▶ **RECORDS SHOWN**
* * * *
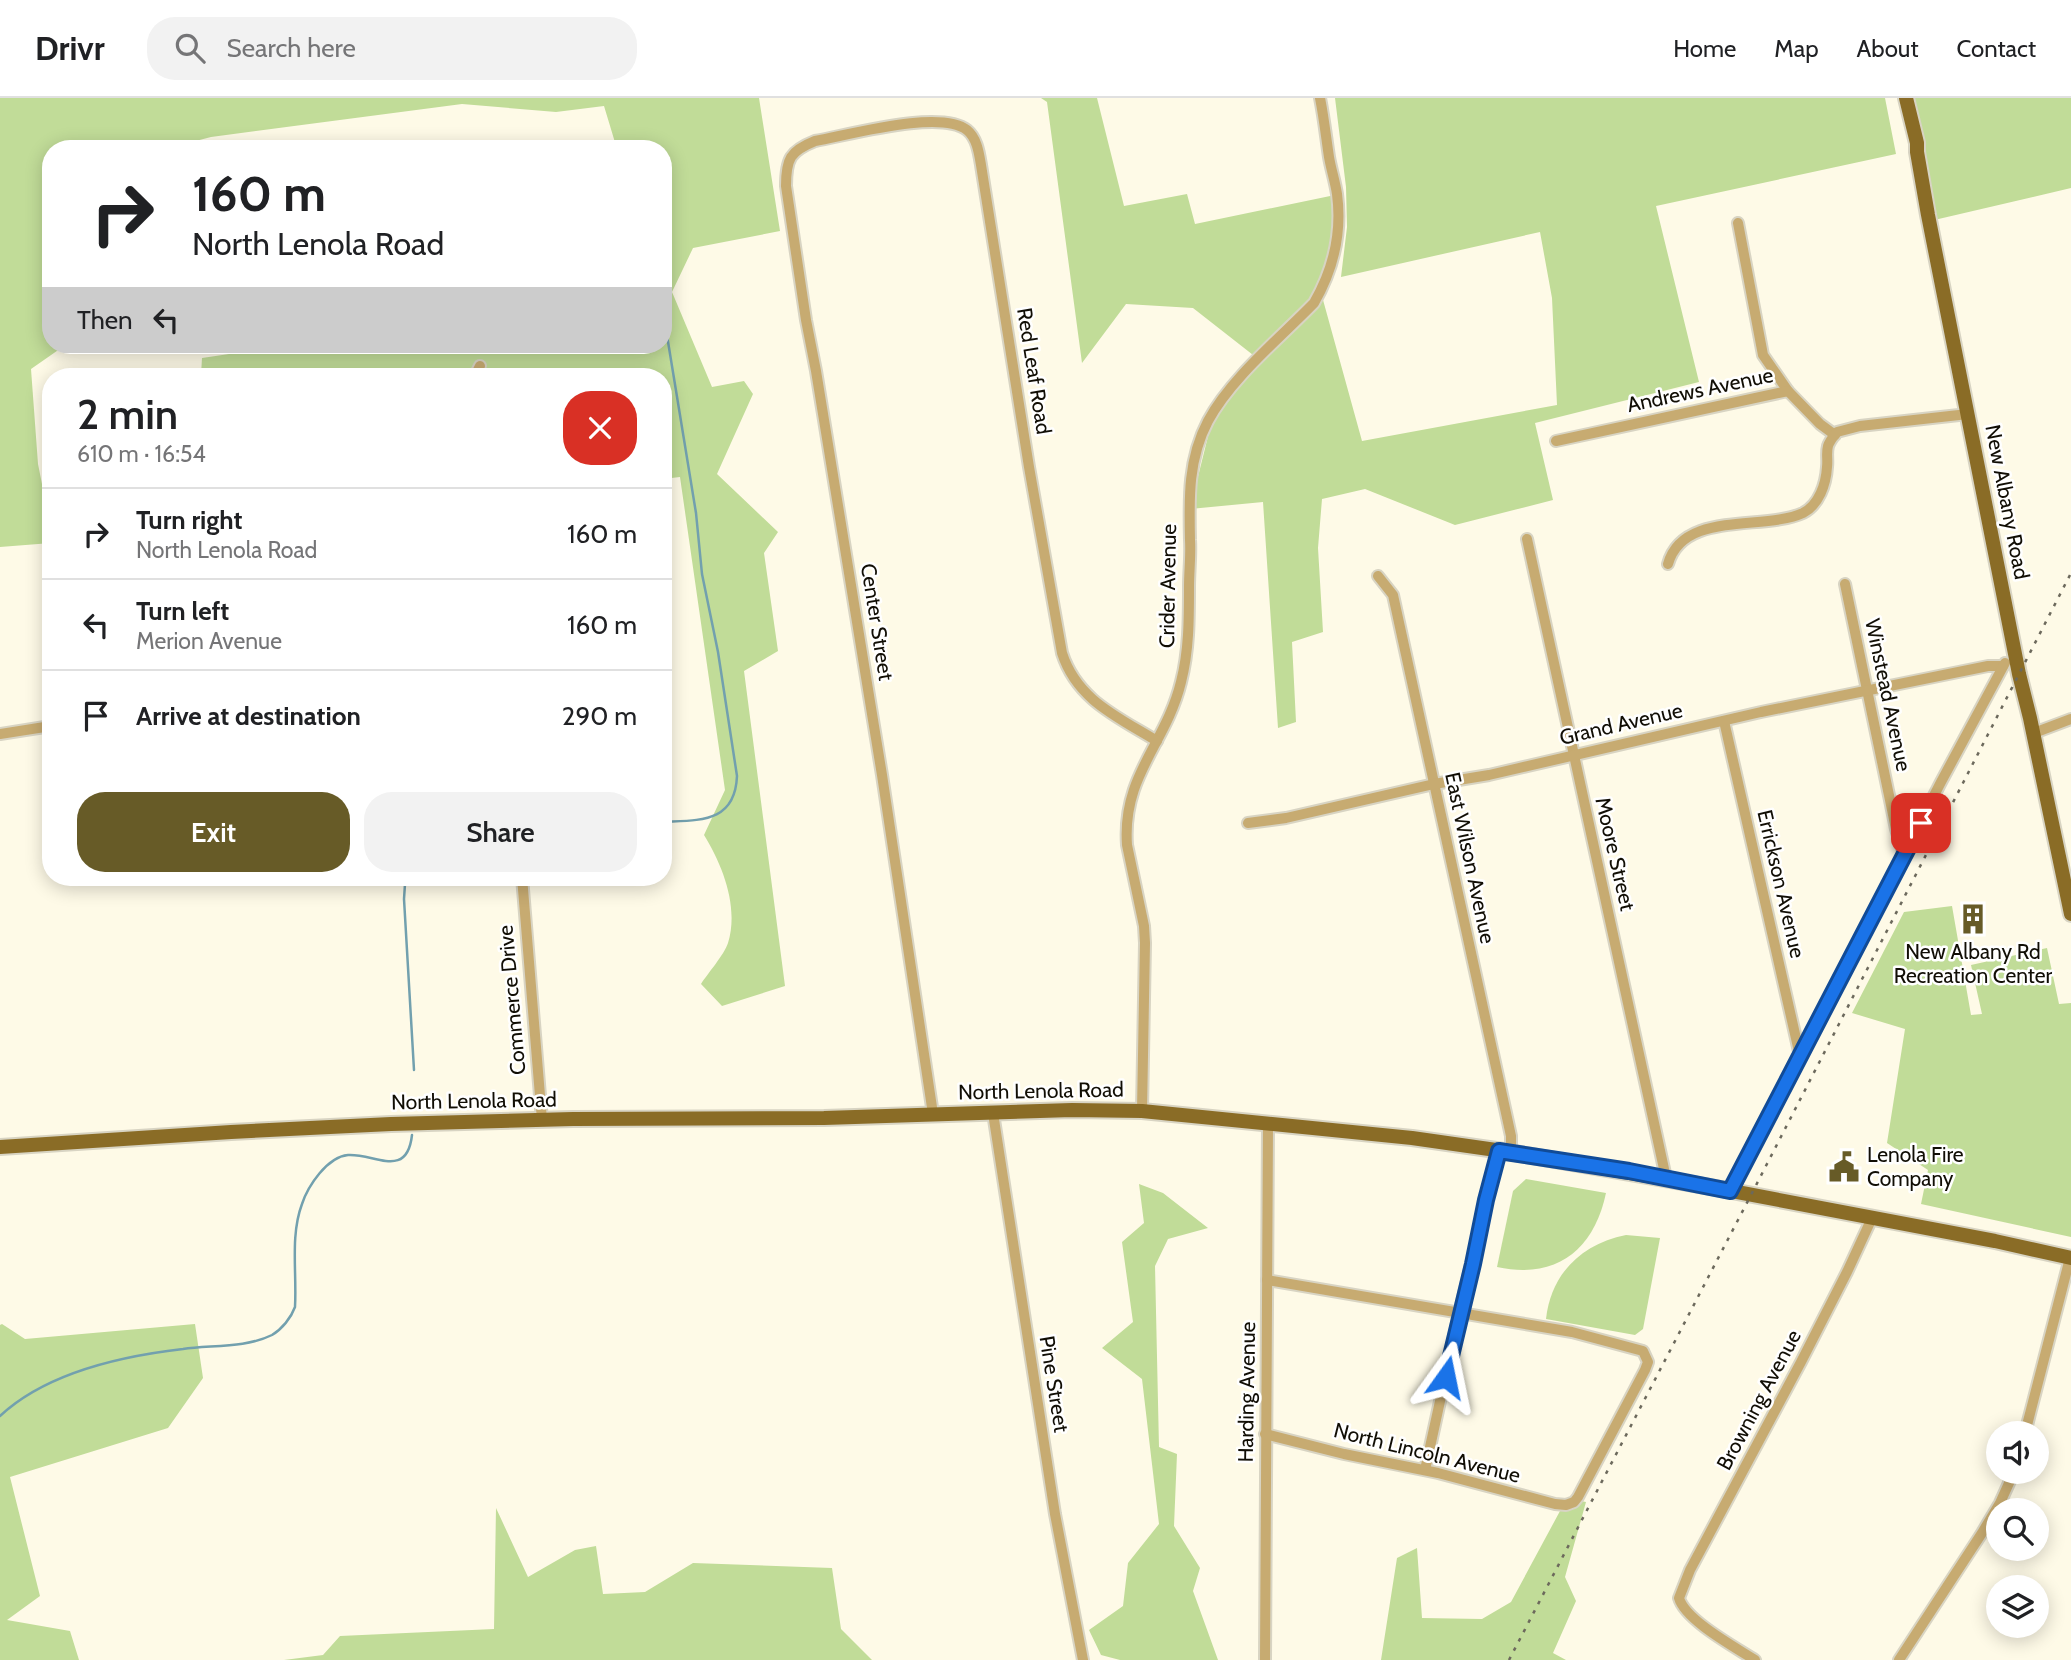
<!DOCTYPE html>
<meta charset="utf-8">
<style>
body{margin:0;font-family:Cabin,sans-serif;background:#f2f2f2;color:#202124;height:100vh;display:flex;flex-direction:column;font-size:26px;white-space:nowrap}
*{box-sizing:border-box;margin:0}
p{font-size:23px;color:#757577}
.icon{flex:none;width:38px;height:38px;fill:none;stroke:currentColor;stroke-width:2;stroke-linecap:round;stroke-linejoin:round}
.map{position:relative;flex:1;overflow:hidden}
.panel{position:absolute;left:42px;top:270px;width:630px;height:518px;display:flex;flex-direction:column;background:#fff;border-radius:28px;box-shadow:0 4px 18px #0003}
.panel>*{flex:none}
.guide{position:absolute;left:42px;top:42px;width:630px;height:214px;border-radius:28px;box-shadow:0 4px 18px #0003;background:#fff;color:#202124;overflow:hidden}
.controls{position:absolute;left:1986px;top:1323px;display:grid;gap:14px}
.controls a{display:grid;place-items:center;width:63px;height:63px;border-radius:50%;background:#fff;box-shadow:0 4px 18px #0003;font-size:35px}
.pin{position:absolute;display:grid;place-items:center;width:60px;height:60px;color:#fff;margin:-30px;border-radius:14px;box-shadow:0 4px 10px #0006}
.me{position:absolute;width:77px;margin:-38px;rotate:12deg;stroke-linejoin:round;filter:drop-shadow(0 0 5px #0008)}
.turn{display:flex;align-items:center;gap:24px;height:147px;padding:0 35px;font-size:32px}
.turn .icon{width:91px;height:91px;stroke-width:2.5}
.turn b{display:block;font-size:49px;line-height:60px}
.then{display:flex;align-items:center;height:66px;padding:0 35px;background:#0003;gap:14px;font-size:26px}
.round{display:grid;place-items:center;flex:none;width:74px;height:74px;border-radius:28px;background:#f2f2f2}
.headline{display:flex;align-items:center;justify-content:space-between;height:119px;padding:0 35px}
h1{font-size:42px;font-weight:600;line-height:52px}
.button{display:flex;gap:14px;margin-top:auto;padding:14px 35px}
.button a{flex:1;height:80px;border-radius:28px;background:#675b27;color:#fff;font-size:28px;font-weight:600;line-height:80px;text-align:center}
.button a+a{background:#f2f2f2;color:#202124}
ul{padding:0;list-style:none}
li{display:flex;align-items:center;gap:21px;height:91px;padding:0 35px;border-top:2px solid #e0e0e0}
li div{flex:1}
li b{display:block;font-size:26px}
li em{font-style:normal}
header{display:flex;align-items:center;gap:42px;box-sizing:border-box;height:98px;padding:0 35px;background:#fff;border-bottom:2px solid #e0e0e0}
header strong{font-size:33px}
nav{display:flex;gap:38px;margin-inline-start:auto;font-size:24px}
.search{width:490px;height:63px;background:#f2f2f2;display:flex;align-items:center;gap:18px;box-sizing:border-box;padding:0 24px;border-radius:28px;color:#757577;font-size:26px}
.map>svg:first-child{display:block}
</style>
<header>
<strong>Drivr</strong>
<div class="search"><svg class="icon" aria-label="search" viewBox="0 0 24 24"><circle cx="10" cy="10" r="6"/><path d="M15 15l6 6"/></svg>Search here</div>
<nav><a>Home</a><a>Map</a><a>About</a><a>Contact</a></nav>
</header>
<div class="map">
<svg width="2071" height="1562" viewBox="0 0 2071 1562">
<rect width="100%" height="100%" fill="#fefae7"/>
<g fill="#c1dc98">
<path d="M 0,0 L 759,0 L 780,133 L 693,150 L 672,194 L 712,289 L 744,283 L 753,296 L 717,376 L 778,434 L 764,455 L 778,553 L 744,573 L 785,888 L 722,908 L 701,886 C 708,875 724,857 728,845 C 739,809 723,768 704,737 L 725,692 L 680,379 L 663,381 L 663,278 L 202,278 L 201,277 L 202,260 L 291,247 L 663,247 L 663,51 L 617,51 L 604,8 L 556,14 L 462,6 L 211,39 L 165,51 L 51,51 L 51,83 L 43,86 L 51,146 L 51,247 L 64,248 L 31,271 L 38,366 L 51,431 L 51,445 L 0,449 Z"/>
<polygon points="1041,0 1097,0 1124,108 1187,96 1195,126 1335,97 1328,175 1320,191 1362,343 1557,307 1552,200 1540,134 1341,179 1347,129 1346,89 1335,0 1885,0 1896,56 1656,108 1699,284 1535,325 1553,402 1455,427 1365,391 1322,401 1318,450 1323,534 1292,544 1296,624 1278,630 1263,404 1190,411 1214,314 1262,264 1193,210 1126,206 1082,265 1047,4"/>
<polygon points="1904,0 2071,0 2071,90 1930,123"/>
<polygon points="1952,808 1971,917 1982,916 1971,867 2047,850 2059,906 2071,905 2071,1139 1921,1106 1928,1072 1887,1045 1905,931 1852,915 1904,814"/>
<path d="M 1526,1081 L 1606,1095 C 1594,1152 1556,1182 1497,1169 L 1513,1093 Z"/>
<polygon points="1139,1086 1163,1095 1208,1130 1168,1141 1155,1168 1159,1349 1177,1356 1174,1428 1200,1470 1193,1493 1218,1562 1120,1562 1101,1557 1089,1532 1123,1508 1128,1465 1159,1426 1142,1281 1102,1250 1133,1224 1122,1144 1144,1125"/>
<path d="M 1626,1137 L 1660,1140 L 1643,1231 L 1635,1237 L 1546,1221 C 1551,1175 1582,1146 1626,1137 Z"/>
<polygon points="2,1226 25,1241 195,1226 203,1280 168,1330 10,1379 40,1498 7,1522 70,1533 79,1562 0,1562 0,1227"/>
<polygon points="1567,1400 1586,1404 1565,1479 1576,1503 1553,1555 1566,1562 1381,1562 1397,1460 1417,1450 1422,1520 1482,1521 1511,1504"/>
<polygon points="496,1410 528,1479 575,1452 596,1448 603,1496 645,1494 693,1465 832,1470 841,1531 872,1562 284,1562 323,1557 340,1538 494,1531"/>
</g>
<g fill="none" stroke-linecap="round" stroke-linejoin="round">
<g stroke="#72a0ae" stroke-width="2.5">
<path d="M 663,213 L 696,415 L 702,476 L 718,554 L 737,678 C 735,725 700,722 663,724"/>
<polyline points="409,779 405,786 404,801 414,972"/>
<path d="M 0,1318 C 46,1275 122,1258 183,1251 C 211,1247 246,1250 272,1237 C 282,1231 291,1220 295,1209 C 297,1175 290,1138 302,1106 C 308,1088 327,1059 348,1057 C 374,1055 407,1082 412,1037"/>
</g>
<g stroke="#d8d4c3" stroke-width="14">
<g id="minor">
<polyline points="1738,125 1763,257 1788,293"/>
<polyline points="475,278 480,268"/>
<polyline points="1556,343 1788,293 1820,326 1835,337"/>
<polyline points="1527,441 1666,1080"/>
<path d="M 1668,466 C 1683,412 1764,433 1803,415 C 1819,407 1826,386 1827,369 C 1828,362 1826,355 1828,348 C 1830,342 1834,338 1837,334 L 1860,328 L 1968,316"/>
<polyline points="1378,478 1393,497 1511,1038 1511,1055"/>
<polyline points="1845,486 1896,731 1904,757"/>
<polyline points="1724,623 1800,958"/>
<polyline points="2034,635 2071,621"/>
<polyline points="0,636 51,628"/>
<polyline points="1248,725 1286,720 1434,686 1489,677 1761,614 1988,568 2003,568"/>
<polyline points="522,779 542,1022"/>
<path d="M 1142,1013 L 1145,845 L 1144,828 L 1127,747 C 1122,677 1166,646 1181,584 C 1189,553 1189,521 1189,489 C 1189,473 1191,457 1190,442 C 1189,400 1188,361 1208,323 C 1231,280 1280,240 1314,205 C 1333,172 1342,134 1337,96 C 1335,83 1331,71 1329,59 C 1326,39 1324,20 1320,0"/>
<polyline points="993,1015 1055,1416 1083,1562"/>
<path d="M 933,1016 L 882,677 L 816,273 L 806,222 L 786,88 C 786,61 790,53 815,43 C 849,37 940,11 967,32 C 977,40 979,55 981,67 L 1029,369 L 1062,555 C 1077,602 1118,619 1157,643"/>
<polyline points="1730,1093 1941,684 2005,565"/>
<polyline points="2025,1335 2070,1160"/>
<polyline points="1265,1336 1344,1356 1438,1375 1555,1406 1566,1407 1574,1404 1578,1399 1645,1272 1648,1264 1643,1253 1572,1234 1267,1182"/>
<polyline points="1425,1372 1459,1216 1499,1053"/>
<polyline points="1265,1562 1268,1026"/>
<path d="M 1755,1562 C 1735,1549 1685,1522 1679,1500 L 1690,1472 L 1801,1264 L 1847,1174 L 1872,1120"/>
<polyline points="1899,1562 1982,1435 2000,1405 2014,1374"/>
</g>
</g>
<g stroke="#d8d4c3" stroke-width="18">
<g id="major">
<polyline points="1906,0 1917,45 1917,54 1928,117 2019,576 2030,620 2071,816"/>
<polyline points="0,1049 231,1034 391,1026 573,1021 824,1020 1072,1012 1142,1013 1412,1040 1503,1053 1716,1090 1995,1143 2071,1160"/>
</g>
</g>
<use href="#minor" stroke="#c7ab71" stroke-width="10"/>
<use href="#major" stroke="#8a6c26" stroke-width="14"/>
<polyline stroke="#6c695c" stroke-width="2.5" stroke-dasharray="3.5 7" stroke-linecap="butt" points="1509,1562 1751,1097 2071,475"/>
</g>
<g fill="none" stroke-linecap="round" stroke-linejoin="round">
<g stroke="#114b97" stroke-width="18">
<polyline id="route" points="1446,1279 1473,1166 1486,1102 1499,1053 1629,1073 1730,1093 1921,725"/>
</g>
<use href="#route" stroke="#1a73e8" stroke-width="12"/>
</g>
<defs>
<g id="building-bare" transform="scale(2.415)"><path d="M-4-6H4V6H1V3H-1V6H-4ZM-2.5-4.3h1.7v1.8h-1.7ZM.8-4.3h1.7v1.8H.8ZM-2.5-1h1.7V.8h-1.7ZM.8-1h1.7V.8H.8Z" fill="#675b27" stroke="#fff" stroke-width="2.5" paint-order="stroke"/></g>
<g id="civic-bare" transform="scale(2.415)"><path d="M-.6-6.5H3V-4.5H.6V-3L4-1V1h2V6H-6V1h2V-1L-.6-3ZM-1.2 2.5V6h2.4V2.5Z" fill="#675b27" stroke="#fff" stroke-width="2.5" paint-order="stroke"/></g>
</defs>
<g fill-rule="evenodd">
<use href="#building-bare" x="1973" y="821"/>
<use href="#civic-bare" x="1844" y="1069"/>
</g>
<g text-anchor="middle" stroke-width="5" stroke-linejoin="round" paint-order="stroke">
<g font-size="21" fill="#110e05" stroke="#fff">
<text transform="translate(1034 273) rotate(81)" y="7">Red Leaf Road</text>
<text transform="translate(1700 292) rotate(-12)" y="7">Andrews Avenue</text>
<text transform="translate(2007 404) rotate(79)" y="7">New Albany Road</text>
<text transform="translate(1168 488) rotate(-89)" y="7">Crider Avenue</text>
<text transform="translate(877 524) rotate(81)" y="7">Center Street</text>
<text transform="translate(1888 597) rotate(78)" y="7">Winstead Avenue</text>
<text transform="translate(1621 626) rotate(-13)" y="7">Grand Avenue</text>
<text transform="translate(1615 756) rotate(77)" y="7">Moore Street</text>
<text transform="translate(1470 760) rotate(78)" y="7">East Wilson Avenue</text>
<text transform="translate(1781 786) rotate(77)" y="7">Errickson Avenue</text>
<text transform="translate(512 902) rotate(-95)" y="7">Commerce Drive</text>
<text transform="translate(1041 993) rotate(-1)" y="7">North Lenola Road</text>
<text transform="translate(474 1003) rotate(-1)" y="7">North Lenola Road</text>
<text transform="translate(1054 1286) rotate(81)" y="7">Pine Street</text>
<text transform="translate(1247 1294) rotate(-89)" y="7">Harding Avenue</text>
<text transform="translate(1759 1302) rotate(-62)" y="7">Browning Avenue</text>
<text transform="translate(1427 1355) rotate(14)" y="7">North Lincoln Avenue</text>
</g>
<g font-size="21" fill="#110e05" stroke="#fff">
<text x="1973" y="861">New Albany Rd<tspan x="1973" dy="24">Recreation Center</tspan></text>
<text x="1867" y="1064" text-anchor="start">Lenola Fire<tspan x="1867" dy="24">Company</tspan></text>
</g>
</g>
</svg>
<div class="controls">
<a><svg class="icon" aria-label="sound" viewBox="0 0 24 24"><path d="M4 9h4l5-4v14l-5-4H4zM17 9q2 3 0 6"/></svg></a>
<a><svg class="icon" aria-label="search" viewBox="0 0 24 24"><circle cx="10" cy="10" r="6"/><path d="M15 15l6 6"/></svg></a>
<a><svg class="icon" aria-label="layers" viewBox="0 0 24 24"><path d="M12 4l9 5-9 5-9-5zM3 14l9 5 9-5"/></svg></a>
</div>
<div class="pin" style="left:1921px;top:725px;background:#d93025"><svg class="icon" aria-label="arrive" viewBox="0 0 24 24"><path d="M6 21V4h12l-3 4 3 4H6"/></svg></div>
<svg class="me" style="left:1446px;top:1279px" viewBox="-20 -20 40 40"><path d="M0-17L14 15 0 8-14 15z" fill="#1a73e8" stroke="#fff" stroke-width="4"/></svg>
<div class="guide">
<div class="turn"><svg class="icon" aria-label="right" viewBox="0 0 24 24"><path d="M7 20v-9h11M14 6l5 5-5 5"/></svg><div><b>160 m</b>North Lenola Road</div></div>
<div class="then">Then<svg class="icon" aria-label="left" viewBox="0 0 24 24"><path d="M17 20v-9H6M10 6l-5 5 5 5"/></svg></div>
</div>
<section class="panel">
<div class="headline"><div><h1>2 min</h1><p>610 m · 16:54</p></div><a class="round" style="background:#d93025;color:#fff"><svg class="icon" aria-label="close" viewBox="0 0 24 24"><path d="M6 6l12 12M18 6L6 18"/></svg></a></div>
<ul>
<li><svg class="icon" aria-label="right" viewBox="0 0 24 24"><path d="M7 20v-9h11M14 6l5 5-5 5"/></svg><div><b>Turn right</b><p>North Lenola Road</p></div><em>160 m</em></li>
<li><svg class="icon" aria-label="left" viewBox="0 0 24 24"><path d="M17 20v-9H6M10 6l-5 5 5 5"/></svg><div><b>Turn left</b><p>Merion Avenue</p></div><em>160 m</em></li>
<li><svg class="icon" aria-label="arrive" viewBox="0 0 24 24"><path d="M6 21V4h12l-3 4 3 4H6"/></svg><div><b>Arrive at destination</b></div><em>290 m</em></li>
</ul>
<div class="button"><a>Exit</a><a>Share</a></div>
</section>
</div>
* * * *
Whenever a line of the data includes "overflow", copy that line.

.map{position:relative;flex:1;overflow:hidden}
.guide{position:absolute;left:42px;top:42px;width:630px;height:214px;border-radius:28px;box-shadow:0 4px 18px #0003;background:#fff;color:#202124;overflow:hidden}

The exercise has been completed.